* _ASSIGNED TASK_: Output the records precisely as they stand. Pictures are to be skipped.

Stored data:

________________________________________

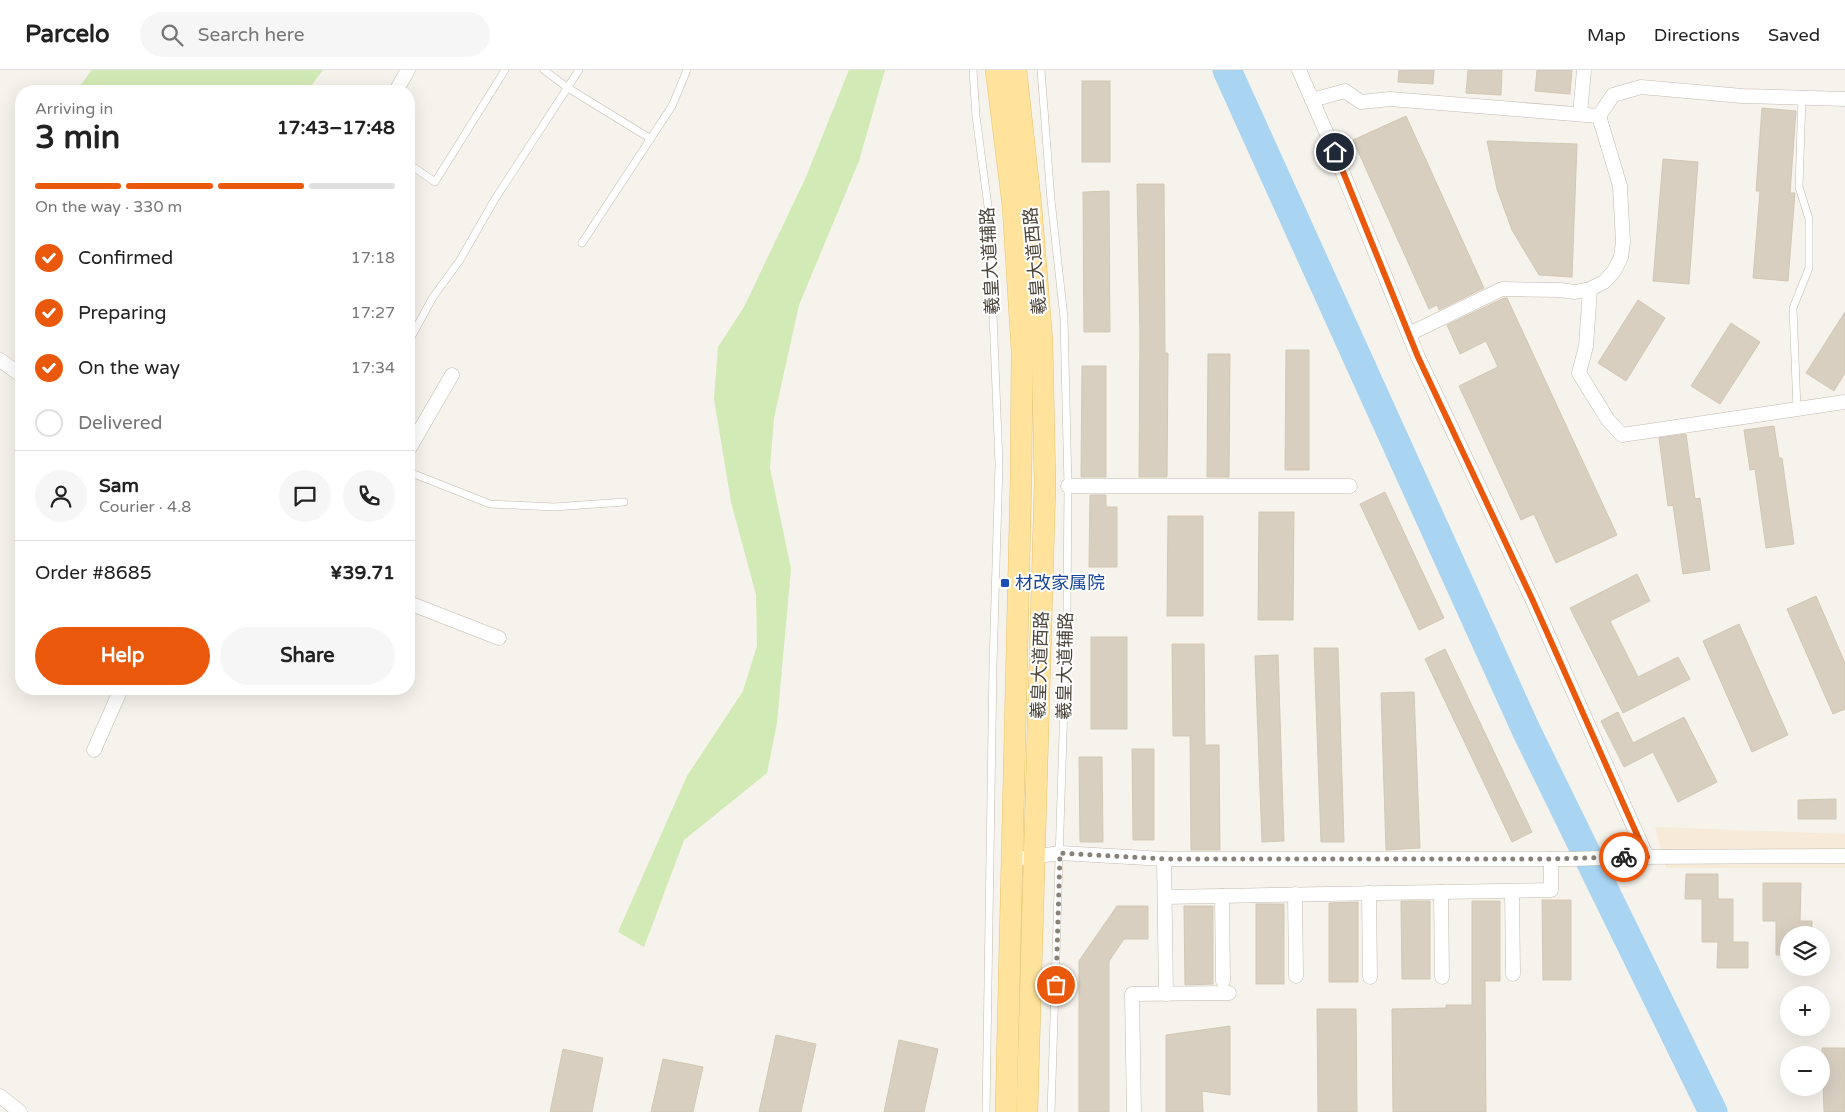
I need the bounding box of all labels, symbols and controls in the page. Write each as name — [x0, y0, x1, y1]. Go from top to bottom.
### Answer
search box — [140, 12, 490, 57]
text: Parcelo — [25, 20, 110, 49]
icon: search — [158, 21, 186, 49]
text: Search here — [198, 24, 305, 46]
text: Map — [1587, 24, 1626, 46]
text: Directions — [1654, 24, 1740, 46]
text: Saved — [1768, 24, 1820, 46]
text: Arriving in — [35, 99, 113, 119]
text: 17:43–17:48 — [277, 117, 395, 139]
text: 3 min — [35, 119, 120, 157]
pin — [1314, 131, 1356, 173]
icon: home — [1321, 138, 1349, 166]
text: On the way · 330 m — [35, 197, 182, 217]
street label: 羲皇大道辅路 — [976, 206, 1004, 316]
street label: 羲皇大道西路 — [1019, 206, 1051, 316]
icon: check — [35, 244, 63, 272]
text: Confirmed — [78, 247, 173, 269]
text: 17:18 — [351, 248, 395, 268]
icon: check — [35, 299, 63, 327]
text: Preparing — [78, 302, 167, 324]
text: 17:27 — [351, 303, 395, 323]
icon: check — [35, 354, 63, 382]
text: On the way — [78, 357, 180, 379]
text: 17:34 — [351, 358, 395, 378]
text: Delivered — [78, 412, 163, 434]
button: person — [35, 470, 87, 522]
button: chat — [279, 470, 331, 522]
button: phone — [343, 470, 395, 522]
text: Sam — [99, 475, 139, 497]
text: Courier · 4.8 — [99, 497, 191, 517]
text: Order #8685 — [35, 562, 152, 584]
text: ¥39.71 — [330, 562, 395, 584]
place label: 材改家属院 — [1015, 572, 1105, 594]
marker: 材改家属院 — [999, 577, 1011, 589]
street label: 羲皇大道西路 — [1027, 611, 1053, 719]
street label: 羲皇大道辅路 — [1053, 612, 1077, 720]
button: Help — [35, 627, 210, 685]
button: Share — [220, 627, 395, 685]
courier — [1599, 832, 1649, 882]
icon: bike — [1610, 843, 1638, 871]
map controls — [1780, 926, 1830, 1096]
button: layers — [1780, 926, 1830, 976]
pin — [1035, 964, 1077, 1006]
icon: bag — [1042, 971, 1070, 999]
button: + — [1780, 986, 1830, 1036]
button: − — [1780, 1046, 1830, 1096]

________________________________________

* _YOUR RESPONSE_:
I need the bounding box of all labels, symbols and controls in the page. Write each as name — [x0, y0, x1, y1]. Go from top to bottom.
### Answer
search box — [140, 12, 490, 57]
text: Parcelo — [25, 20, 110, 49]
icon: search — [158, 21, 186, 49]
text: Search here — [198, 24, 305, 46]
text: Map — [1587, 24, 1626, 46]
text: Directions — [1654, 24, 1740, 46]
text: Saved — [1768, 24, 1820, 46]
text: Arriving in — [35, 99, 113, 119]
text: 17:43–17:48 — [277, 117, 395, 139]
text: 3 min — [35, 119, 120, 157]
pin — [1314, 131, 1356, 173]
icon: home — [1321, 138, 1349, 166]
text: On the way · 330 m — [35, 197, 182, 217]
street label: 羲皇大道辅路 — [976, 206, 1004, 316]
street label: 羲皇大道西路 — [1019, 206, 1051, 316]
icon: check — [35, 244, 63, 272]
text: Confirmed — [78, 247, 173, 269]
text: 17:18 — [351, 248, 395, 268]
icon: check — [35, 299, 63, 327]
text: Preparing — [78, 302, 167, 324]
text: 17:27 — [351, 303, 395, 323]
icon: check — [35, 354, 63, 382]
text: On the way — [78, 357, 180, 379]
text: 17:34 — [351, 358, 395, 378]
text: Delivered — [78, 412, 163, 434]
button: person — [35, 470, 87, 522]
button: chat — [279, 470, 331, 522]
button: phone — [343, 470, 395, 522]
text: Sam — [99, 475, 139, 497]
text: Courier · 4.8 — [99, 497, 191, 517]
text: Order #8685 — [35, 562, 152, 584]
text: ¥39.71 — [330, 562, 395, 584]
place label: 材改家属院 — [1015, 572, 1105, 594]
marker: 材改家属院 — [999, 577, 1011, 589]
street label: 羲皇大道西路 — [1027, 611, 1053, 719]
street label: 羲皇大道辅路 — [1053, 612, 1077, 720]
button: Help — [35, 627, 210, 685]
button: Share — [220, 627, 395, 685]
courier — [1599, 832, 1649, 882]
icon: bike — [1610, 843, 1638, 871]
map controls — [1780, 926, 1830, 1096]
button: layers — [1780, 926, 1830, 976]
pin — [1035, 964, 1077, 1006]
icon: bag — [1042, 971, 1070, 999]
button: + — [1780, 986, 1830, 1036]
button: − — [1780, 1046, 1830, 1096]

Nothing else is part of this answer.